→ **Records shown**:

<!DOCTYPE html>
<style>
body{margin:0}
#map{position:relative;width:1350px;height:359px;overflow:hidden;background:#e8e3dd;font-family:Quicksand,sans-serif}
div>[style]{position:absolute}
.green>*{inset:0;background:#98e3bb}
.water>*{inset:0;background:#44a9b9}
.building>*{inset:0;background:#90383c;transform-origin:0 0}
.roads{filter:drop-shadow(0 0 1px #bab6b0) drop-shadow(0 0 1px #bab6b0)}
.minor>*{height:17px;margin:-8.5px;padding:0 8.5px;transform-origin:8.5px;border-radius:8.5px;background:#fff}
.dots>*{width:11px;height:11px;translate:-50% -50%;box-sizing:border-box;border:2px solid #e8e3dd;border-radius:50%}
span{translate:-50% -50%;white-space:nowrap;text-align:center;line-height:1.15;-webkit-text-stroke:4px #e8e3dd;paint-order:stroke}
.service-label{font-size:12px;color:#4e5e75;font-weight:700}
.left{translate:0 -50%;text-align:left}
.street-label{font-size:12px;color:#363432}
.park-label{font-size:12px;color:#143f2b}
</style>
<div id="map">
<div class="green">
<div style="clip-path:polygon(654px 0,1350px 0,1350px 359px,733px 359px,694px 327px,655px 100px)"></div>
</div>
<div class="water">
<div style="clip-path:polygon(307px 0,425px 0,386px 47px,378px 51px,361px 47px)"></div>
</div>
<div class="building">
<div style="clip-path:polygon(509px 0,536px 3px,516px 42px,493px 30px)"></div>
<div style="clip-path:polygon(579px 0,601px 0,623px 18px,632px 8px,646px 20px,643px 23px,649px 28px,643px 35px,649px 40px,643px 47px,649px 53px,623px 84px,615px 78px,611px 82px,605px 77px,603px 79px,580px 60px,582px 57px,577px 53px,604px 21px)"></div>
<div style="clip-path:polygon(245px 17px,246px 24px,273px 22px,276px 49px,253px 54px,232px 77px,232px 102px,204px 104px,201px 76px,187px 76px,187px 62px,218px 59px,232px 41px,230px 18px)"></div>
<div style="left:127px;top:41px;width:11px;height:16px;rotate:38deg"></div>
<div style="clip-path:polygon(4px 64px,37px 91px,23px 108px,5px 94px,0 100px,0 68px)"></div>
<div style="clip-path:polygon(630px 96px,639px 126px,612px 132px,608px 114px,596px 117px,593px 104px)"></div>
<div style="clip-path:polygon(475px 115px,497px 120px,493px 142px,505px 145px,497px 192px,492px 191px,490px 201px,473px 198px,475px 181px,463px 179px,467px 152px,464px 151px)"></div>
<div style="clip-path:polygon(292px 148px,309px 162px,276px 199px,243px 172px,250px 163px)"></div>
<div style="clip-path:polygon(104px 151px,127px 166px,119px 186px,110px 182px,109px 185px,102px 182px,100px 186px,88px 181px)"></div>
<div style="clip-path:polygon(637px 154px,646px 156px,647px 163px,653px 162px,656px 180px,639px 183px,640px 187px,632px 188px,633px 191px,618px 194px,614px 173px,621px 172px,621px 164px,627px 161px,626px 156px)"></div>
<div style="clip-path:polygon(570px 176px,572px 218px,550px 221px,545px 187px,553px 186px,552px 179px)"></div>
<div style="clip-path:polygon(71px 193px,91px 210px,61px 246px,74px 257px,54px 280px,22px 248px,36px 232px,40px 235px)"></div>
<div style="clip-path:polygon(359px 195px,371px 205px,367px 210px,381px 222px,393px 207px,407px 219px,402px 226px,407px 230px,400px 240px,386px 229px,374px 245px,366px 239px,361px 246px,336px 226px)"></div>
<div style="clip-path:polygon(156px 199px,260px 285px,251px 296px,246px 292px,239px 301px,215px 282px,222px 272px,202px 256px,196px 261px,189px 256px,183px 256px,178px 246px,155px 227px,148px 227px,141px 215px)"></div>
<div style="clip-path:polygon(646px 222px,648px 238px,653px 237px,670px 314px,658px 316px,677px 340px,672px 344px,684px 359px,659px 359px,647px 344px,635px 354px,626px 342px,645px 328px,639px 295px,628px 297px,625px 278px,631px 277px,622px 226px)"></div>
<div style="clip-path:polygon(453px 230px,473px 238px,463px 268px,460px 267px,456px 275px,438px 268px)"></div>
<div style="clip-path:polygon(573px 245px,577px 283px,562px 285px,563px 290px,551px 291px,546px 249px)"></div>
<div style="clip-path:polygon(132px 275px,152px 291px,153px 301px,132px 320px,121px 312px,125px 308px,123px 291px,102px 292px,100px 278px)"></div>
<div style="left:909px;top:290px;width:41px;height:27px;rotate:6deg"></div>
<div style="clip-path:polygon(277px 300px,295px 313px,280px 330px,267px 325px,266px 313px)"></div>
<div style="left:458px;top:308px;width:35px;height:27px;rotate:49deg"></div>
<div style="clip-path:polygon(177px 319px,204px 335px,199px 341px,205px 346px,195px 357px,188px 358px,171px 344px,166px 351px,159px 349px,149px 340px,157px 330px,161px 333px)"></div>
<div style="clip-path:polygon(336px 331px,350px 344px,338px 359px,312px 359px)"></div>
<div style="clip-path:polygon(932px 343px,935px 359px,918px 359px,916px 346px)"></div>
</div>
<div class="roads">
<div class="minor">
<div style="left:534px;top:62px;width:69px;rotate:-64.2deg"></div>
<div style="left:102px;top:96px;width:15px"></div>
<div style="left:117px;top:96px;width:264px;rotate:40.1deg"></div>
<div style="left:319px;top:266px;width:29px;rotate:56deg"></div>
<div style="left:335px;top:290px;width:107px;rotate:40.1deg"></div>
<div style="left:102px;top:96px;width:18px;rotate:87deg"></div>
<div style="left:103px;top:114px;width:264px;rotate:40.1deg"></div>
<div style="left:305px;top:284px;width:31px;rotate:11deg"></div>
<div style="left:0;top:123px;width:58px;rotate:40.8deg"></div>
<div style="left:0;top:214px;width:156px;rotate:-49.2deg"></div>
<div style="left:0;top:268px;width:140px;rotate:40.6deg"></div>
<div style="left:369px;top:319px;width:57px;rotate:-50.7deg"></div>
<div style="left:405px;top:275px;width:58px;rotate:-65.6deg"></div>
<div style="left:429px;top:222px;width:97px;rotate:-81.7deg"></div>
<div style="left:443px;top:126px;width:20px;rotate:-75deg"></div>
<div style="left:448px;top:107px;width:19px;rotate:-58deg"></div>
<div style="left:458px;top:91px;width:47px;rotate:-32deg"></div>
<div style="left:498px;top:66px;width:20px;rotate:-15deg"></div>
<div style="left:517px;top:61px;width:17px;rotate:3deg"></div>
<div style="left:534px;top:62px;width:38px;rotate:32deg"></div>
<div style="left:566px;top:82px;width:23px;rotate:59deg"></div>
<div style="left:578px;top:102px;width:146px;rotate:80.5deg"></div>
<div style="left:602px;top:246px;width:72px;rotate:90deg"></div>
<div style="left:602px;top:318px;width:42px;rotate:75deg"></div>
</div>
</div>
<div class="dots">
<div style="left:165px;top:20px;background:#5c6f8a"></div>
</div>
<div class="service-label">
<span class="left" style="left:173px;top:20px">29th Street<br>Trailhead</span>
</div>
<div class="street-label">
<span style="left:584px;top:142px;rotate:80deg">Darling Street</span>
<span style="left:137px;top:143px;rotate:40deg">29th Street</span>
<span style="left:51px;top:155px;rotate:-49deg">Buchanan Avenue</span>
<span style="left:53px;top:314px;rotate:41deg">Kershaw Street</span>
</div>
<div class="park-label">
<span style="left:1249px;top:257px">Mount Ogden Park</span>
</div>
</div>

--

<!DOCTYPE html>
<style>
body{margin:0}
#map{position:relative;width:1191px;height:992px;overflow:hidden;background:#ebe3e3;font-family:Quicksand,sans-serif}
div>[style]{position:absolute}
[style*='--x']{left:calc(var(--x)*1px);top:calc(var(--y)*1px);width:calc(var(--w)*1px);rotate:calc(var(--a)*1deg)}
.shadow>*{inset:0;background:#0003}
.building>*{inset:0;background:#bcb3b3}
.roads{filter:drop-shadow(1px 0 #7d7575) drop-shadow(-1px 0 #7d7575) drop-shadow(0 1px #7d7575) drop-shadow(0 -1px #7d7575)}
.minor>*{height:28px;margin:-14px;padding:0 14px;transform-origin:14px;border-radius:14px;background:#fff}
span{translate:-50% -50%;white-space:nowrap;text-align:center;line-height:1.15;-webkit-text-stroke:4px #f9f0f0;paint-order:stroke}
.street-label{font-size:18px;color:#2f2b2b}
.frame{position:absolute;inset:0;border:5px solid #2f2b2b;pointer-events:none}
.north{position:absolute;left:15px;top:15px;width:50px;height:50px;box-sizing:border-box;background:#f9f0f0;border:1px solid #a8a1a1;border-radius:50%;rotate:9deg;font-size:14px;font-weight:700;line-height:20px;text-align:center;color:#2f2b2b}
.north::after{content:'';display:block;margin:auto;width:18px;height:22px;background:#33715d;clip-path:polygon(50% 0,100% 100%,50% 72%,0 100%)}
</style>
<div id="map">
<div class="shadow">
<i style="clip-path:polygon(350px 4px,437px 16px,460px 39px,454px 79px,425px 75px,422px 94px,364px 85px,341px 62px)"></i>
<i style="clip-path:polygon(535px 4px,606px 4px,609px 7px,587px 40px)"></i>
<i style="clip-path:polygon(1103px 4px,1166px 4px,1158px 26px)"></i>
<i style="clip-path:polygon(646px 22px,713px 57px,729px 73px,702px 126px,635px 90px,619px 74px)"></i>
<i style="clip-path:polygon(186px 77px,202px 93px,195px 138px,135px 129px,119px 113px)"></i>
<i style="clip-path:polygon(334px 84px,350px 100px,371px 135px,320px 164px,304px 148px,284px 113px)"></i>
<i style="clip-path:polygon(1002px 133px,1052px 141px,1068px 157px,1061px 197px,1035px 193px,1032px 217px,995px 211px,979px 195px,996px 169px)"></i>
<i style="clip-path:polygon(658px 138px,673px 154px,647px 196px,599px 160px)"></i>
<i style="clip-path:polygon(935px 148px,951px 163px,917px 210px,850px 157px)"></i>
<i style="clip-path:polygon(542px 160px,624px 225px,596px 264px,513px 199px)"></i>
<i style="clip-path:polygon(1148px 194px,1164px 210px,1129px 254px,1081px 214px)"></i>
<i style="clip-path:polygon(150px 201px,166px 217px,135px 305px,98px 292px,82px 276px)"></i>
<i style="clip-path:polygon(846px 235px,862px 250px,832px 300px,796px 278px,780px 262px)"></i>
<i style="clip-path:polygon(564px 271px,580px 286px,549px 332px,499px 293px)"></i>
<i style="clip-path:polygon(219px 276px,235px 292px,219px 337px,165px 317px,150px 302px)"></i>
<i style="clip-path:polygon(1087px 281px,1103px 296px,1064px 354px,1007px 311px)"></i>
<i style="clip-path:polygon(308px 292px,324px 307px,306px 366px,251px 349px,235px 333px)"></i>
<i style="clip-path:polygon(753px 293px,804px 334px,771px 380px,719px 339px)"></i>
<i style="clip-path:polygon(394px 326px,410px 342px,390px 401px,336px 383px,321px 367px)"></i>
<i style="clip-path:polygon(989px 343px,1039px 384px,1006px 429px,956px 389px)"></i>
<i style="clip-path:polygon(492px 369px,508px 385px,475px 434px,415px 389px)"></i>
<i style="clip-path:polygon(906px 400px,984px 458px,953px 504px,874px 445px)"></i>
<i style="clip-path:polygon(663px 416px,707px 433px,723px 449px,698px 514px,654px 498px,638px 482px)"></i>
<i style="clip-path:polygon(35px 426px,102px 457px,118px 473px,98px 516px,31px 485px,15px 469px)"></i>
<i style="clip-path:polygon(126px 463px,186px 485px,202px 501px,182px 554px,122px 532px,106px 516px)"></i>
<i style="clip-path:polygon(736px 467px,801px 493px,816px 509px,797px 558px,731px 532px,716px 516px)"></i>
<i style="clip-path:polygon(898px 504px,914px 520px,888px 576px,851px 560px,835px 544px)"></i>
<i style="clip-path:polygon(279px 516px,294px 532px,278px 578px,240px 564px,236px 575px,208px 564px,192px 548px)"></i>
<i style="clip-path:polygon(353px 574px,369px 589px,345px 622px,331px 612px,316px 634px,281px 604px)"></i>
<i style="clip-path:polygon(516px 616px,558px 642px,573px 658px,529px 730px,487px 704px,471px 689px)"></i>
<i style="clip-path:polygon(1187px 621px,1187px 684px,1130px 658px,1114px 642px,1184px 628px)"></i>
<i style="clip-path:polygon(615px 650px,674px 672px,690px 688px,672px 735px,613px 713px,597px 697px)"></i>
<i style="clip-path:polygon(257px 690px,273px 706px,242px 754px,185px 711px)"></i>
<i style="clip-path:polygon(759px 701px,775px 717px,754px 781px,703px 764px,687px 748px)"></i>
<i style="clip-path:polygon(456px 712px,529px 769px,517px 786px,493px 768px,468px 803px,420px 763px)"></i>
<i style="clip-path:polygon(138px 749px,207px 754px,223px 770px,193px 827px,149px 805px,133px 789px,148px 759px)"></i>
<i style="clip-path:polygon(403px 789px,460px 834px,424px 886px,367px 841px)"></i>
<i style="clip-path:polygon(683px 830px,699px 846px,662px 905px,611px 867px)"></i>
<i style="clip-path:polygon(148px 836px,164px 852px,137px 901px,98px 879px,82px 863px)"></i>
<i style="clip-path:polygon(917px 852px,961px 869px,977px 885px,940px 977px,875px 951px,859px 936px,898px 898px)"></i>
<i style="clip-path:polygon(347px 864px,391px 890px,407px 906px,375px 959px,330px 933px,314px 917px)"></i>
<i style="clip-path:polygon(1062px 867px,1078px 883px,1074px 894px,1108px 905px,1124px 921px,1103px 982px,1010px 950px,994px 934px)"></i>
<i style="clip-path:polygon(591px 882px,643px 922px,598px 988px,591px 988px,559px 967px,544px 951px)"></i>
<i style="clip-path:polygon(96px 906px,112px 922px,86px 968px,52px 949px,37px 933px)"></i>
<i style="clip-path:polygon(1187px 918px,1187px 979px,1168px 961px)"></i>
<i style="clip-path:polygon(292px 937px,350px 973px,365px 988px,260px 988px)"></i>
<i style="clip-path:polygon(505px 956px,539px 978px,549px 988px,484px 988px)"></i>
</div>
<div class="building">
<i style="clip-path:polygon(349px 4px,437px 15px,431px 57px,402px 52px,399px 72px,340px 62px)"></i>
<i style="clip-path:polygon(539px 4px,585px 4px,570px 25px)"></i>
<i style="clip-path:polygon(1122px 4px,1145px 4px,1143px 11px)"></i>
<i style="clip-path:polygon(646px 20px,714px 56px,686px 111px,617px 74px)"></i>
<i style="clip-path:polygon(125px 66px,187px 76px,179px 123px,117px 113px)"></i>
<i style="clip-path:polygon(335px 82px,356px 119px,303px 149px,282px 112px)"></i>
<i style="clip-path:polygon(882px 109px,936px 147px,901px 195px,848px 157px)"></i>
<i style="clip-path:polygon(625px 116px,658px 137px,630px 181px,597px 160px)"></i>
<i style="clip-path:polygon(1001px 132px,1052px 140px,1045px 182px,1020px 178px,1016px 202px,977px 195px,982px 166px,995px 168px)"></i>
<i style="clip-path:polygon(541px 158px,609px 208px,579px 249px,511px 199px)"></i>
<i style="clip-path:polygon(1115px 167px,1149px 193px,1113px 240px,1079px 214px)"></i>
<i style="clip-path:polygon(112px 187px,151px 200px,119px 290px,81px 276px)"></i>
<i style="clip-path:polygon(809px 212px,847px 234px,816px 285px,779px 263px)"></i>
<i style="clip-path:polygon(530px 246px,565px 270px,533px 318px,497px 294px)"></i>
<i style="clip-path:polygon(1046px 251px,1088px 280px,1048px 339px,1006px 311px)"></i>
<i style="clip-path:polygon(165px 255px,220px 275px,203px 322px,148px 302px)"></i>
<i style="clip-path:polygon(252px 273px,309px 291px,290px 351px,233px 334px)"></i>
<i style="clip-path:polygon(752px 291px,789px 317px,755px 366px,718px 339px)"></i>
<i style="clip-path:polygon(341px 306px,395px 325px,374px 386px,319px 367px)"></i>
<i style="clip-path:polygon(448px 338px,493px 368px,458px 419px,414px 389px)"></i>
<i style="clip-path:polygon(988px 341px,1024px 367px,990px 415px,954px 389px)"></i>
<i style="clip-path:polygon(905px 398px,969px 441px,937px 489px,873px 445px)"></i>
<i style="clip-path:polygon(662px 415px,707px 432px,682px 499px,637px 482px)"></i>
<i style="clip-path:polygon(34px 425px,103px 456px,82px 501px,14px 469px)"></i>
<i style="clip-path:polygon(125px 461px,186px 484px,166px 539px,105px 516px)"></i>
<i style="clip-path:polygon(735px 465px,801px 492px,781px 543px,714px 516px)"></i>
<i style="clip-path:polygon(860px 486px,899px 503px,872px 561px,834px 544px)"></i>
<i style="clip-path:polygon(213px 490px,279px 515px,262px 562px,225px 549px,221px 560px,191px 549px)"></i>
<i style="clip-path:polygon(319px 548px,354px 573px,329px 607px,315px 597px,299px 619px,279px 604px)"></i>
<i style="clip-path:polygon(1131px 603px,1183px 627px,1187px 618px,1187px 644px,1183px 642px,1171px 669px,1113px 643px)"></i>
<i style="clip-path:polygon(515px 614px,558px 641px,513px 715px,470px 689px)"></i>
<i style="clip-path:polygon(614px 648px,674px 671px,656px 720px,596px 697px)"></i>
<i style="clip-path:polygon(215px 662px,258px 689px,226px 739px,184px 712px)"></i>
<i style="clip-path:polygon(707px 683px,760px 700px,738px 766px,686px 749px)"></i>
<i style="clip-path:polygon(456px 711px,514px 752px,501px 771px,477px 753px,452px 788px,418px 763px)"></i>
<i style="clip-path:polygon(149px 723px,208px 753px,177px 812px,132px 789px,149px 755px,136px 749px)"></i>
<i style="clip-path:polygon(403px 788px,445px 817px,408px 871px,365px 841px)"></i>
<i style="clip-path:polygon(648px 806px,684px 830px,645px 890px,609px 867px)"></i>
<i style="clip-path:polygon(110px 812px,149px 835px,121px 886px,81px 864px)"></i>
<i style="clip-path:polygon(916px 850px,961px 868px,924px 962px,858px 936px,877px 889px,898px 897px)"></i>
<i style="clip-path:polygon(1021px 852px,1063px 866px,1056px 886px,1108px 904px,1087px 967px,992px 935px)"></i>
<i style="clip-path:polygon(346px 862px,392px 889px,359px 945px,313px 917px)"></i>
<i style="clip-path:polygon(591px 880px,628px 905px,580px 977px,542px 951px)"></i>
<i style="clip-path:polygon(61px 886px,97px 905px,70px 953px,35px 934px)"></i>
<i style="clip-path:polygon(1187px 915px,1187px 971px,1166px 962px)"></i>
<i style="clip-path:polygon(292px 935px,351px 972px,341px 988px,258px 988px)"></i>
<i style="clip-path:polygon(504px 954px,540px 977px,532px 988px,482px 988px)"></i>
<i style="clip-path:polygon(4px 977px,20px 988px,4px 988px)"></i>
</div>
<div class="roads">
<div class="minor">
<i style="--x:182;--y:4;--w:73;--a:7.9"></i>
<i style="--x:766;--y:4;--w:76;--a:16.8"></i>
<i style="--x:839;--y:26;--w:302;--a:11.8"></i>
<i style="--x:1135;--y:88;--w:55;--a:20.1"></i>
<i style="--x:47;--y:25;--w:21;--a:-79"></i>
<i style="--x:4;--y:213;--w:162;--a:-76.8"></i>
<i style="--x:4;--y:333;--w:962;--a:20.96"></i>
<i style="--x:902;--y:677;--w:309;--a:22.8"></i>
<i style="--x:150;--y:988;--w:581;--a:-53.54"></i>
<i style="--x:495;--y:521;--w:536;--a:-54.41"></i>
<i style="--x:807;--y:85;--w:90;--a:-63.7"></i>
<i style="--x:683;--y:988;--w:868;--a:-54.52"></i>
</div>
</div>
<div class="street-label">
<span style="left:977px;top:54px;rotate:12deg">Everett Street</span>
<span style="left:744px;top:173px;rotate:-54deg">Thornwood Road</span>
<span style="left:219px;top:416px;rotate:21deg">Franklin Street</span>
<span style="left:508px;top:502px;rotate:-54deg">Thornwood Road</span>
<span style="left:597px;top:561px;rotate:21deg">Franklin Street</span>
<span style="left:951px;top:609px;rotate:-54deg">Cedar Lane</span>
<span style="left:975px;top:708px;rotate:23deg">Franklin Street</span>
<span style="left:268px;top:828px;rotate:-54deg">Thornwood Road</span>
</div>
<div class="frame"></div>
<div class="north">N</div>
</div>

→ **Instructions for the task**: All lines of the material that contain the string "overflow" are to be copied.

→ **Reply to the task**:
#map{position:relative;width:1350px;height:359px;overflow:hidden;background:#e8e3dd;font-family:Quicksand,sans-serif}
#map{position:relative;width:1191px;height:992px;overflow:hidden;background:#ebe3e3;font-family:Quicksand,sans-serif}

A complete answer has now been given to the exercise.